*Aim of the task*:
Return all the lines below in which the string "buttons" appears.
##### Data provided
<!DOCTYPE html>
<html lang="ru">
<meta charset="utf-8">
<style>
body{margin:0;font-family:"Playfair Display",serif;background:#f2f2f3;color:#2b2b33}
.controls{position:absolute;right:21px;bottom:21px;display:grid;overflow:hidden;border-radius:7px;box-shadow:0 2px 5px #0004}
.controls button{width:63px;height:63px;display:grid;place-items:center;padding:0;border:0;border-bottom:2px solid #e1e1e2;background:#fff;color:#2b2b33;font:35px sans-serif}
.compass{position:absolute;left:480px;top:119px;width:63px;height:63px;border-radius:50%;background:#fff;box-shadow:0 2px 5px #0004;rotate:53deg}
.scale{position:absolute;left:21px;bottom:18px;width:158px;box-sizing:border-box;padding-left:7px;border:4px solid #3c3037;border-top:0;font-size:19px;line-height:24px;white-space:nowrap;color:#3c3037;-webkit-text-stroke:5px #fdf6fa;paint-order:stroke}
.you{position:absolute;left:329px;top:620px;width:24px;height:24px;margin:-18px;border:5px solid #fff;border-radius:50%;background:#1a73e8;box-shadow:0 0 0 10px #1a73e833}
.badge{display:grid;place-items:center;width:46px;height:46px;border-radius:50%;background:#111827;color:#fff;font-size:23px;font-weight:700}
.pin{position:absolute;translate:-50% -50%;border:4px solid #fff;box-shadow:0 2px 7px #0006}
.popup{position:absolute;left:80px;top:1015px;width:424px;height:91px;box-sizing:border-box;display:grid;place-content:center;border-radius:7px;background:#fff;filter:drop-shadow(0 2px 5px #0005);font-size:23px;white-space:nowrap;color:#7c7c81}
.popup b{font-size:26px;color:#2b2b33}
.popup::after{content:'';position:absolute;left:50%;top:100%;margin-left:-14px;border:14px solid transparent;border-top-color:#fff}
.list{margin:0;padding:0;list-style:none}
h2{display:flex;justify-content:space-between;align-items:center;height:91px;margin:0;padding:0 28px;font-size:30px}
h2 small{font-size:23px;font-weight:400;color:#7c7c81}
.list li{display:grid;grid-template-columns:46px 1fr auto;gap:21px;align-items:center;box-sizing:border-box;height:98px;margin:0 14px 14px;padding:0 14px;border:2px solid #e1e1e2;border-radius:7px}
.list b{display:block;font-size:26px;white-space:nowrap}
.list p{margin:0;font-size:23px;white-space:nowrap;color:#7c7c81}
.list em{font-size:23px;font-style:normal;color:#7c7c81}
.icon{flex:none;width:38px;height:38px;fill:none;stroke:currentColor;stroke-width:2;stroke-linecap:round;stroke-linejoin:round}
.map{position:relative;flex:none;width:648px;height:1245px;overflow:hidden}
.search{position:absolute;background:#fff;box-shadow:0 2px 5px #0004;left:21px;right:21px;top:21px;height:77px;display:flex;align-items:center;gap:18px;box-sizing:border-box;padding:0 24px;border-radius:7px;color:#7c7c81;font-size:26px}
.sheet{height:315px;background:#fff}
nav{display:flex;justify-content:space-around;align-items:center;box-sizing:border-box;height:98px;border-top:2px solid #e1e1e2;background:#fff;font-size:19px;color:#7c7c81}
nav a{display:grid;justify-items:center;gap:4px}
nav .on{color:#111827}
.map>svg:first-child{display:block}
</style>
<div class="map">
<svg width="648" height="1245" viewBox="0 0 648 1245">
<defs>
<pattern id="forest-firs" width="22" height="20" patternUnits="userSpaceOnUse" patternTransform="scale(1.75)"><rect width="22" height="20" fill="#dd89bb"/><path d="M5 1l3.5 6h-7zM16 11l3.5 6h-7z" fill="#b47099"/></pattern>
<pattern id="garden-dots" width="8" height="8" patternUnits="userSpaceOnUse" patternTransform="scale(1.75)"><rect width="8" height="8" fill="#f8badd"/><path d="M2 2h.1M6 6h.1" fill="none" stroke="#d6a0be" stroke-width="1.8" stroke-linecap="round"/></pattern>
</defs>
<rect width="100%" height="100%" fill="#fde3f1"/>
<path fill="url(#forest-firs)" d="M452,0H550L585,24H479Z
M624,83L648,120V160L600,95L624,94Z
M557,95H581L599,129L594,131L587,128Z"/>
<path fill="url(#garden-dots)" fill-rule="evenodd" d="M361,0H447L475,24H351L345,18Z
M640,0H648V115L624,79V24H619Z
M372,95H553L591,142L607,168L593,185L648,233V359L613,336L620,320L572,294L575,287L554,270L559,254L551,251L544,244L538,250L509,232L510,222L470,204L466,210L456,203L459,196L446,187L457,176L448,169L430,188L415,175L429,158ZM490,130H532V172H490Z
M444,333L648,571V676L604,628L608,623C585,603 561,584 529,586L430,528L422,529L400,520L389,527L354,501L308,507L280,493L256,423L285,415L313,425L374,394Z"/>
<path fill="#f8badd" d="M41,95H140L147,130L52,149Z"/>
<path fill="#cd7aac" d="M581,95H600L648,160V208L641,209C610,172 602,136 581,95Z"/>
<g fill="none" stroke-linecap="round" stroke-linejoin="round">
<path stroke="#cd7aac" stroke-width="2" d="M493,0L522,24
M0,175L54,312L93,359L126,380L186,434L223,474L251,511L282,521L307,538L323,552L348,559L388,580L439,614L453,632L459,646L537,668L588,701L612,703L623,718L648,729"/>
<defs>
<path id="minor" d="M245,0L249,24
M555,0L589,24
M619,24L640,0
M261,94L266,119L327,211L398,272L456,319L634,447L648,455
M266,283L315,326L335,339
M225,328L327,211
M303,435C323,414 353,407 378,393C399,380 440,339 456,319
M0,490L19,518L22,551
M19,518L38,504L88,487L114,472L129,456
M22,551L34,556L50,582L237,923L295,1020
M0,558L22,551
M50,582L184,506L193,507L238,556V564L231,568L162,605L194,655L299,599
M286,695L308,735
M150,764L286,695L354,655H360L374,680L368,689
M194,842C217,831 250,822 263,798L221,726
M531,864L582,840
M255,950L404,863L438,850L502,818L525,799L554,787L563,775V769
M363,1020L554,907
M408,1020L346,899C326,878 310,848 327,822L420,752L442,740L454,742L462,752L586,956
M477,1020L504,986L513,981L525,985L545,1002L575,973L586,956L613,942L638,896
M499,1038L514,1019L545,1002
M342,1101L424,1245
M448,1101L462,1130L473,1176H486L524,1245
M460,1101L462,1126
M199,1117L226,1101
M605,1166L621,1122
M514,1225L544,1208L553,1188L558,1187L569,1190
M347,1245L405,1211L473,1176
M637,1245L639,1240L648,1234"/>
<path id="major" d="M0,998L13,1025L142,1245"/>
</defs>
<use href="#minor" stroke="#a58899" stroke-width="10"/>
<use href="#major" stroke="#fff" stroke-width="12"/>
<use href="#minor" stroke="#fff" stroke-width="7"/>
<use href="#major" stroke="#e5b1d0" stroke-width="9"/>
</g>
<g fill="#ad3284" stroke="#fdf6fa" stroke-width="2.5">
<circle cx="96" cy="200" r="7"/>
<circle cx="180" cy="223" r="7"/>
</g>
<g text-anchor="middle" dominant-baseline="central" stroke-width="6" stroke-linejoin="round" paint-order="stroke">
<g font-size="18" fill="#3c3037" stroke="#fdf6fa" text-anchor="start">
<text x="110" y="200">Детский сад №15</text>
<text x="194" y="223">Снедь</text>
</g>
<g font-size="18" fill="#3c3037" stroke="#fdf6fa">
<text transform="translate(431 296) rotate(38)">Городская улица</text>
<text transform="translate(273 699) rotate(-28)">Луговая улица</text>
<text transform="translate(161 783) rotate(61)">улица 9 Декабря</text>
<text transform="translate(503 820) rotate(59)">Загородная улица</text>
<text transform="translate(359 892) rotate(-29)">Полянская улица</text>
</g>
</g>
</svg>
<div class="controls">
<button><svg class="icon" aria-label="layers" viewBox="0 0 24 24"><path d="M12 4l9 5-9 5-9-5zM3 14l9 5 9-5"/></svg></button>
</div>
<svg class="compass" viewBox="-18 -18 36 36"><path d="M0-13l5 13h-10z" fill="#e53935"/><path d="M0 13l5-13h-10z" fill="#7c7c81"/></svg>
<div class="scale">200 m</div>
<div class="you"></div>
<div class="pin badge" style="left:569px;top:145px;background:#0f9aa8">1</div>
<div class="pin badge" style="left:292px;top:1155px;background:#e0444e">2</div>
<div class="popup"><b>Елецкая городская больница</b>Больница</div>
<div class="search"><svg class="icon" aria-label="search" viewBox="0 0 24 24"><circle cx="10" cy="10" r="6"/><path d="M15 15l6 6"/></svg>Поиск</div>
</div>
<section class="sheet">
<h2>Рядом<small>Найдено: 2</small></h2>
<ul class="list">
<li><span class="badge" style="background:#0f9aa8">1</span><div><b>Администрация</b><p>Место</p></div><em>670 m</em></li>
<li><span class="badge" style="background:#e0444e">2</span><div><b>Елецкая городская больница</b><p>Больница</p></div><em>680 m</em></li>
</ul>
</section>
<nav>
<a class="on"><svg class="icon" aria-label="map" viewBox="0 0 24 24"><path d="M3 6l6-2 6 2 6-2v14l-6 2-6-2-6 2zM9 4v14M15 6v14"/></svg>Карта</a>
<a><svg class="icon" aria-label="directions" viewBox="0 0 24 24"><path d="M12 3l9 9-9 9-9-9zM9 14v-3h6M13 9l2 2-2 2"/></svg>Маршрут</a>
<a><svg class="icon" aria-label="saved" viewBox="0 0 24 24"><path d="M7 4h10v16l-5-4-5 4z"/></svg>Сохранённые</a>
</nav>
##########
##### Data provided
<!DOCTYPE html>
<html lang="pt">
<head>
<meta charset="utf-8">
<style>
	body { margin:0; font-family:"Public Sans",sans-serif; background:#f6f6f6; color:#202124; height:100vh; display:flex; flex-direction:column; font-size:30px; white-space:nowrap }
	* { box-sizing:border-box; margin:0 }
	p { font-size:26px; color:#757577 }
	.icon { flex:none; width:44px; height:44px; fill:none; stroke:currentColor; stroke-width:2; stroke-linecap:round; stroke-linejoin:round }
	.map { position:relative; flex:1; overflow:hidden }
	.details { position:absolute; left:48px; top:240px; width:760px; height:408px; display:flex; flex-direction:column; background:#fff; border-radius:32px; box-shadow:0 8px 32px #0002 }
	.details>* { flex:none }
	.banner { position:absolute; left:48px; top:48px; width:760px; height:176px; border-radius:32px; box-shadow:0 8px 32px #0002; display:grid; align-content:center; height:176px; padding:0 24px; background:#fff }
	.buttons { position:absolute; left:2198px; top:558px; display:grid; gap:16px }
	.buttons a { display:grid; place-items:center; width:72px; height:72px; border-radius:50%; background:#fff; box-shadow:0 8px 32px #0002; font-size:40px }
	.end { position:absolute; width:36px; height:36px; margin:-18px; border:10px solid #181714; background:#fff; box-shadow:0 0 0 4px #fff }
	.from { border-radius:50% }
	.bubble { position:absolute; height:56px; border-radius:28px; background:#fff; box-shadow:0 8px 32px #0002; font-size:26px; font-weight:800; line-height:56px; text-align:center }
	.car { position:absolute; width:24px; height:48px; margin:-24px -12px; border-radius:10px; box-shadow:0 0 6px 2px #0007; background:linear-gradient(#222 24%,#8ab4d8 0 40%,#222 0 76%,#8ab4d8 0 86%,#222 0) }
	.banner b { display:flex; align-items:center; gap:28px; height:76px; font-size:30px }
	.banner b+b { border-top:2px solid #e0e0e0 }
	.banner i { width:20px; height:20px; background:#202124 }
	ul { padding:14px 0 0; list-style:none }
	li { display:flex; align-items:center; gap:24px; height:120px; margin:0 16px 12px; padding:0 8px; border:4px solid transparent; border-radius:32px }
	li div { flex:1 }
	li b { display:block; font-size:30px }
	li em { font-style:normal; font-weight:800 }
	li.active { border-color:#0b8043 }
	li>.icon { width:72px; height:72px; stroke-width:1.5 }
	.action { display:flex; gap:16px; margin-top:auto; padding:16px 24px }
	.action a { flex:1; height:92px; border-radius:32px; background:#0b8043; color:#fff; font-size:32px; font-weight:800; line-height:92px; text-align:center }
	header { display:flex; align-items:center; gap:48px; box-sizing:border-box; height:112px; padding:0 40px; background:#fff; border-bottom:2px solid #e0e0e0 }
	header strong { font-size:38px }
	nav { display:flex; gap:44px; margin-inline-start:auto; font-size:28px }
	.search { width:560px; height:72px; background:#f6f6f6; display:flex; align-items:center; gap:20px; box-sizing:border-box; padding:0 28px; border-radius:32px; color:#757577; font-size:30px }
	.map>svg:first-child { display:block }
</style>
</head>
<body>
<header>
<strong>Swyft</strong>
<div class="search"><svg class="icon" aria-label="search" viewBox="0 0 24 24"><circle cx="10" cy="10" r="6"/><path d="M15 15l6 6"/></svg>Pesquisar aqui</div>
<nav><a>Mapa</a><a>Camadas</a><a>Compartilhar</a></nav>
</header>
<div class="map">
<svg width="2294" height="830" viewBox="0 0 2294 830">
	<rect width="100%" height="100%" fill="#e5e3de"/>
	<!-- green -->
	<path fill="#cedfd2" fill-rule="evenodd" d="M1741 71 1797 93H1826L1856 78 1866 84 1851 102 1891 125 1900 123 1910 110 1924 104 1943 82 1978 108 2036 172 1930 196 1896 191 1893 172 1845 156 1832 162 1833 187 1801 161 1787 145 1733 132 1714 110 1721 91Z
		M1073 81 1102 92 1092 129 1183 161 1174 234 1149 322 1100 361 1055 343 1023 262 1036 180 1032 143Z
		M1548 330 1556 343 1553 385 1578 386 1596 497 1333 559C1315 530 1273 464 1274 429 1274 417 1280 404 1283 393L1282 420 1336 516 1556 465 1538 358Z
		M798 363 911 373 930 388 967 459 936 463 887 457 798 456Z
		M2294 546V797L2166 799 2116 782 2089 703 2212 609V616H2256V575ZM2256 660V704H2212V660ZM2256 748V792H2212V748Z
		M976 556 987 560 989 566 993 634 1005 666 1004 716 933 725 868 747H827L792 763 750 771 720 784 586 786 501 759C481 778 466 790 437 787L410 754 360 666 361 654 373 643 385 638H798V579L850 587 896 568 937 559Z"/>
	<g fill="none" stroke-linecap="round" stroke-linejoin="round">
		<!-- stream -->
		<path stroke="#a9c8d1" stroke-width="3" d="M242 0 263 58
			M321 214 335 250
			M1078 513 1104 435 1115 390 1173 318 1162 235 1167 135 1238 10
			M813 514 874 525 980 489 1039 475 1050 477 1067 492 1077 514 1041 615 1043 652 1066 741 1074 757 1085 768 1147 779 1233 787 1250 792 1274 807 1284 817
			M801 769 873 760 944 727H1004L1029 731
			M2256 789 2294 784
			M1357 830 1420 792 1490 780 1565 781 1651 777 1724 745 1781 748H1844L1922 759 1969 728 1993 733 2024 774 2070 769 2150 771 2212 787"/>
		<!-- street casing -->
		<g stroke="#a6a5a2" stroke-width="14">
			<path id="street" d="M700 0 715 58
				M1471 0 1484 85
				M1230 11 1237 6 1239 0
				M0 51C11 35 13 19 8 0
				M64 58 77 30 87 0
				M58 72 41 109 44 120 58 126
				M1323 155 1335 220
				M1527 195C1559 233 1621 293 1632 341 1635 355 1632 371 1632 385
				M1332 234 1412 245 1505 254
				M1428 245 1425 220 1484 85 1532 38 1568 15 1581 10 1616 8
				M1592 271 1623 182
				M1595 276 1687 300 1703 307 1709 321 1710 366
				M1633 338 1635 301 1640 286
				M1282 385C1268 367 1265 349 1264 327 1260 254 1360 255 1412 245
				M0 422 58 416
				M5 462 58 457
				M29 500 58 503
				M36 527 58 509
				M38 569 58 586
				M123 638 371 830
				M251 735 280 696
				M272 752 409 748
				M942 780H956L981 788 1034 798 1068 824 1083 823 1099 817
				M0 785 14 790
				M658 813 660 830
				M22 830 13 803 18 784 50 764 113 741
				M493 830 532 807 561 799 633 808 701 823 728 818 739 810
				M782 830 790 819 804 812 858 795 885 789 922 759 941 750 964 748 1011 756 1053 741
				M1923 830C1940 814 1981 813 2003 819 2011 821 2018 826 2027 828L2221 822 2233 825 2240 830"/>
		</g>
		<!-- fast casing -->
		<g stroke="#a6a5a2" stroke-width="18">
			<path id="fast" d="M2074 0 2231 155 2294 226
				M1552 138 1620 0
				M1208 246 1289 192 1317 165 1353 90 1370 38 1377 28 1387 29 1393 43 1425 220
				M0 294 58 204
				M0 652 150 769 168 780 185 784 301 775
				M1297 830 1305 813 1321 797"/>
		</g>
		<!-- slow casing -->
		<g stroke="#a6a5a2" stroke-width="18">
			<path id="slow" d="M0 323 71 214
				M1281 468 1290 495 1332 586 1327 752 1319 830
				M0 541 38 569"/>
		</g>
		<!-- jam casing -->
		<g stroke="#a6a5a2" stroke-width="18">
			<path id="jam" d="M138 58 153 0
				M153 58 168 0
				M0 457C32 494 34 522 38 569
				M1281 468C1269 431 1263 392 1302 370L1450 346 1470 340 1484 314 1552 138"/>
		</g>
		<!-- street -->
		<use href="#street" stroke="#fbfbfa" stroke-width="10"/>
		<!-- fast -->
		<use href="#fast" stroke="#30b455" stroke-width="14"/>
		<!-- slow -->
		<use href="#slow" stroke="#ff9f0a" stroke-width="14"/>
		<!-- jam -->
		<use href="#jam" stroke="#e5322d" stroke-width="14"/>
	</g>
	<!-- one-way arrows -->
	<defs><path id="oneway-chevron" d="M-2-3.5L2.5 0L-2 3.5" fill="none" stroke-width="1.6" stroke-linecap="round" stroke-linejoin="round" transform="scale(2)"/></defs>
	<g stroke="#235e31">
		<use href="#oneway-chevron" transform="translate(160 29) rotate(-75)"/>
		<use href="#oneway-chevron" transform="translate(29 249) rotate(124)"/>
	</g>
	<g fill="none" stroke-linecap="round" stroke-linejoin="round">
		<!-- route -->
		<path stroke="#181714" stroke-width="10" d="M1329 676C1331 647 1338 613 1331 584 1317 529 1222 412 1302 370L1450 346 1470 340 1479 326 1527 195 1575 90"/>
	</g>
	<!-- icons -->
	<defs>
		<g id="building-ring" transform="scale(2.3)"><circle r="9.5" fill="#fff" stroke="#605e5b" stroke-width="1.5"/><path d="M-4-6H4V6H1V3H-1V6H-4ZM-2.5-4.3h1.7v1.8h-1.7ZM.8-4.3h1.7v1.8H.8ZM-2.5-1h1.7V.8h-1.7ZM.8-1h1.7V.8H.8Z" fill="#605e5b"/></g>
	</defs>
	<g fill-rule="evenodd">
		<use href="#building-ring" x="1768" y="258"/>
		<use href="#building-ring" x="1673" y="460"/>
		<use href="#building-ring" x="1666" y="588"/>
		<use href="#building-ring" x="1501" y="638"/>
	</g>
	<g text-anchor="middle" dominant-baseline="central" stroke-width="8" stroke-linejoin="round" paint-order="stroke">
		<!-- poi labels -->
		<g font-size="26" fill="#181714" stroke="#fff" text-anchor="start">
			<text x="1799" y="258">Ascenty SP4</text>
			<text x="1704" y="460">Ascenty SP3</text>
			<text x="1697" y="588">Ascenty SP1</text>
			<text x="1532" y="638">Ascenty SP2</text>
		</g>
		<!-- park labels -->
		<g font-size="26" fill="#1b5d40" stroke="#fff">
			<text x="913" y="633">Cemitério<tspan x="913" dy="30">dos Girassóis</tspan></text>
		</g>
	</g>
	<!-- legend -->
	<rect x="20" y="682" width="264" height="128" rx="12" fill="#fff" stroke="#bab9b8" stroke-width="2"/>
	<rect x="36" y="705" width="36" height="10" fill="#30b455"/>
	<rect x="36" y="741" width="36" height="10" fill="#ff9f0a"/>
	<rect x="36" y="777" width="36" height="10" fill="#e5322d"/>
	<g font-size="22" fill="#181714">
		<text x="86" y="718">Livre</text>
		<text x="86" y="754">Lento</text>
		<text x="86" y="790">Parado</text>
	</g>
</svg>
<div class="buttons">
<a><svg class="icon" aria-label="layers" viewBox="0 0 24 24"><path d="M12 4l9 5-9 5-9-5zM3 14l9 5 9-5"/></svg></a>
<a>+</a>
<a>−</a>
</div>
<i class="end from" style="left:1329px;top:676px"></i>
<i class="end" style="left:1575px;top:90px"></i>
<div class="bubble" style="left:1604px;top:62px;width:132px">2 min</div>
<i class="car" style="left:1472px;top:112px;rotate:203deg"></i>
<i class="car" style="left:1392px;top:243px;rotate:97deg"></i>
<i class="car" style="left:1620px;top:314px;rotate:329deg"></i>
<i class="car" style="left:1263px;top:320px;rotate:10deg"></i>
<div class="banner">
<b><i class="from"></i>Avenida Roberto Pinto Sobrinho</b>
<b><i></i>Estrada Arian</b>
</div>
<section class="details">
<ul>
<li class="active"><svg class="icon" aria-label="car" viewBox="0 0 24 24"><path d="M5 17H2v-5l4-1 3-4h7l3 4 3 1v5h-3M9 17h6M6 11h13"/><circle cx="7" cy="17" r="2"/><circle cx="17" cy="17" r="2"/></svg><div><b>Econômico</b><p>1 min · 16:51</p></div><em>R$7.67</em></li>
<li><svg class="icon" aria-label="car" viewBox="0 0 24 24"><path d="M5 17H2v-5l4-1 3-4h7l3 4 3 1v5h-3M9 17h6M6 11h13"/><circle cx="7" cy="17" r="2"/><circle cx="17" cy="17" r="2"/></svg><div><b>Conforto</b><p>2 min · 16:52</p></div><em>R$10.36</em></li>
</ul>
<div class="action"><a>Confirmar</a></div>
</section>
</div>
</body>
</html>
##########
*The completed task*:
	.buttons { position:absolute; left:2198px; top:558px; display:grid; gap:16px }
	.buttons a { display:grid; place-items:center; width:72px; height:72px; border-radius:50%; background:#fff; box-shadow:0 8px 32px #0002; font-size:40px }
<div class="buttons">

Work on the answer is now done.